Required work → Write out the entries exactly, leaving out every picture.

Data excerpts →
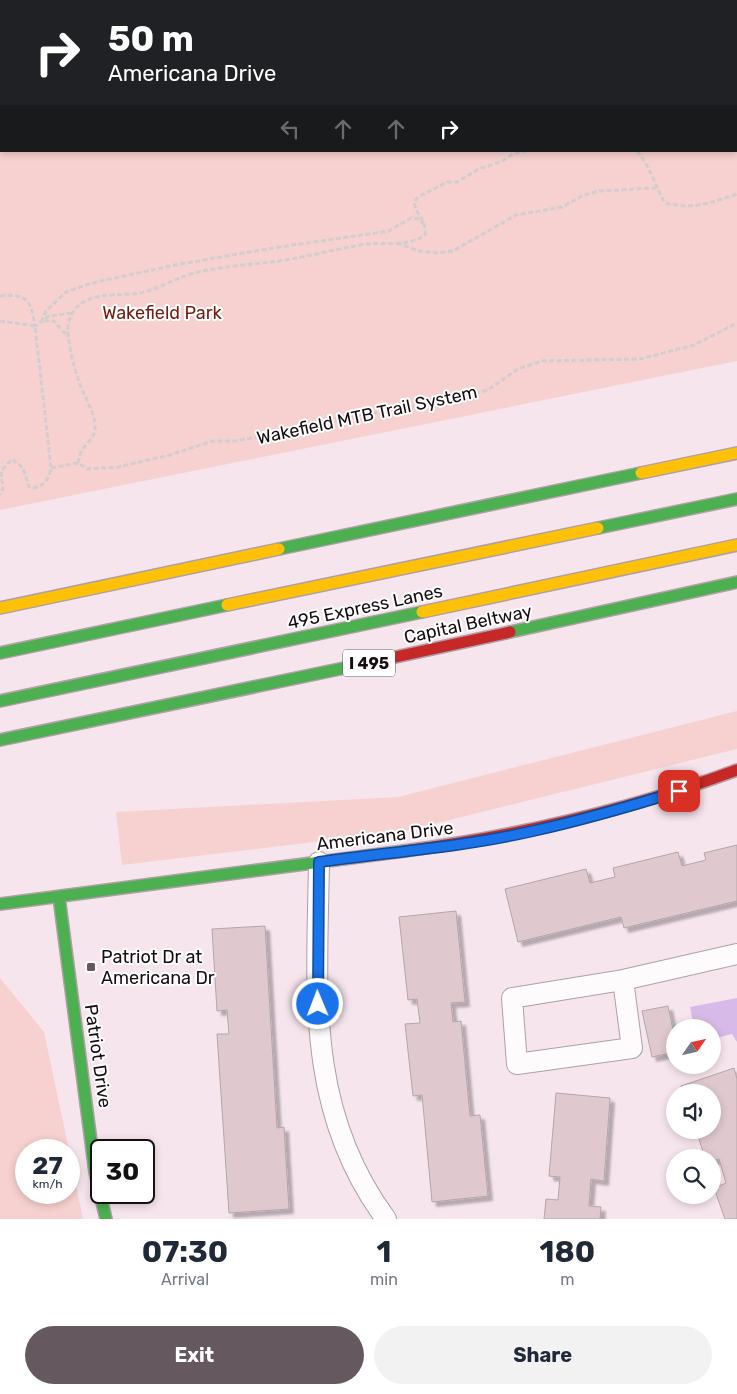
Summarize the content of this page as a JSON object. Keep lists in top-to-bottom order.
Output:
{
  "streets": {
    "main road": [
      "495 Express Lanes",
      "Capital Beltway",
      "I 495",
      "Americana Drive",
      "Patriot Drive"
    ],
    "path": ["Wakefield MTB Trail System"]
  },
  "crossings": [
    ["Americana Drive", "Patriot Drive"]
  ],
  "parks": ["Wakefield Park"],
  "places": {
    "transit": ["Patriot Dr at Americana Dr"]
  },
  "north": "top right",
  "page": {
    "turn": ["50 m", "Americana Drive"],
    "speed": "27 km/h",
    "limit": "30",
    "eta": [
      "07:30",
      "Arrival",
      "1",
      "min",
      "180",
      "m"
    ],
    "buttons": ["Exit", "Share"]
  }
}
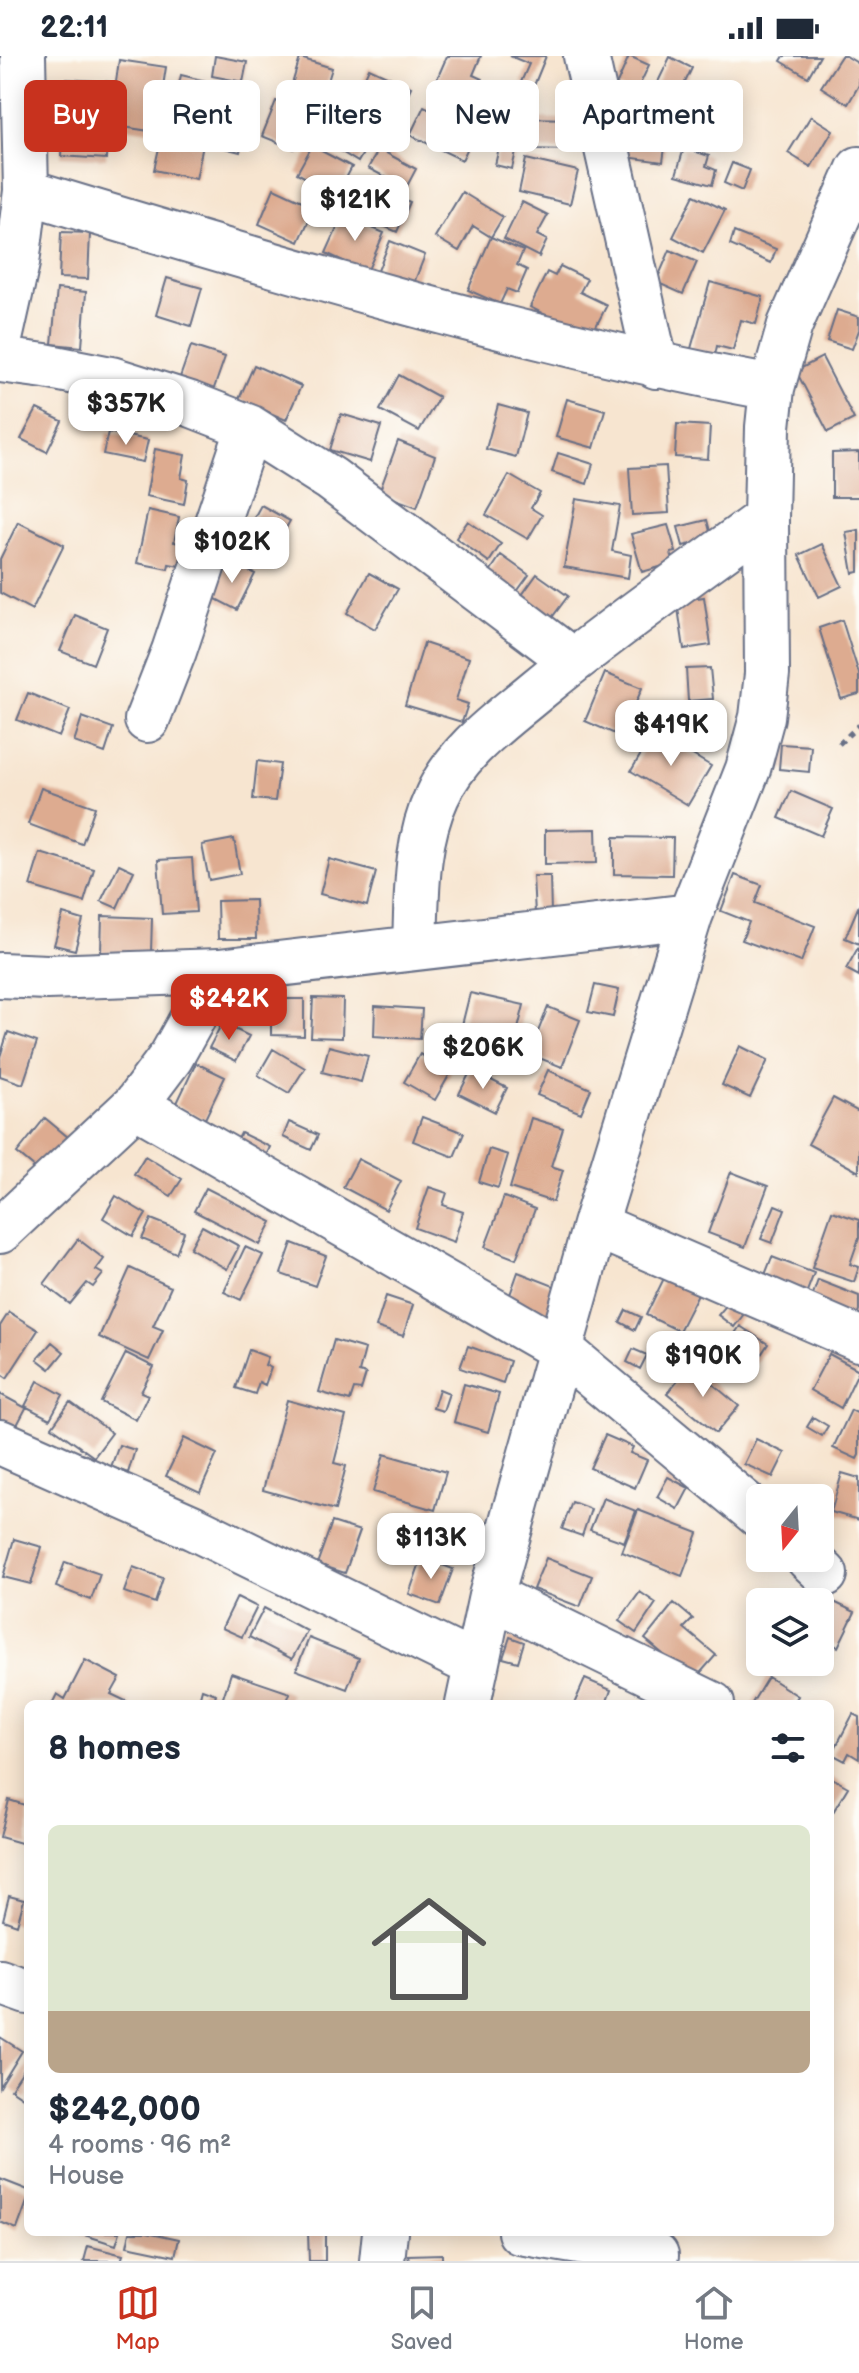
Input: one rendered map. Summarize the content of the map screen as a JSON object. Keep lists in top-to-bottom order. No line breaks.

Task output →
Summarize the content of this page as a JSON object. Keep lists in top-to-bottom order.
Output:
{
  "streets": {
    "main road": [
      "495 Express Lanes",
      "Capital Beltway",
      "I 495",
      "Americana Drive",
      "Patriot Drive"
    ],
    "path": ["Wakefield MTB Trail System"]
  },
  "crossings": [
    ["Americana Drive", "Patriot Drive"]
  ],
  "parks": ["Wakefield Park"],
  "places": {
    "transit": ["Patriot Dr at Americana Dr"]
  },
  "north": "top right",
  "page": {
    "turn": ["50 m", "Americana Drive"],
    "speed": "27 km/h",
    "limit": "30",
    "eta": [
      "07:30",
      "Arrival",
      "1",
      "min",
      "180",
      "m"
    ],
    "buttons": ["Exit", "Share"]
  }
}
Input: one rendered map. Summarize the content of the map screen as a JSON object. Keep lists in top-to-bottom order. No line breaks.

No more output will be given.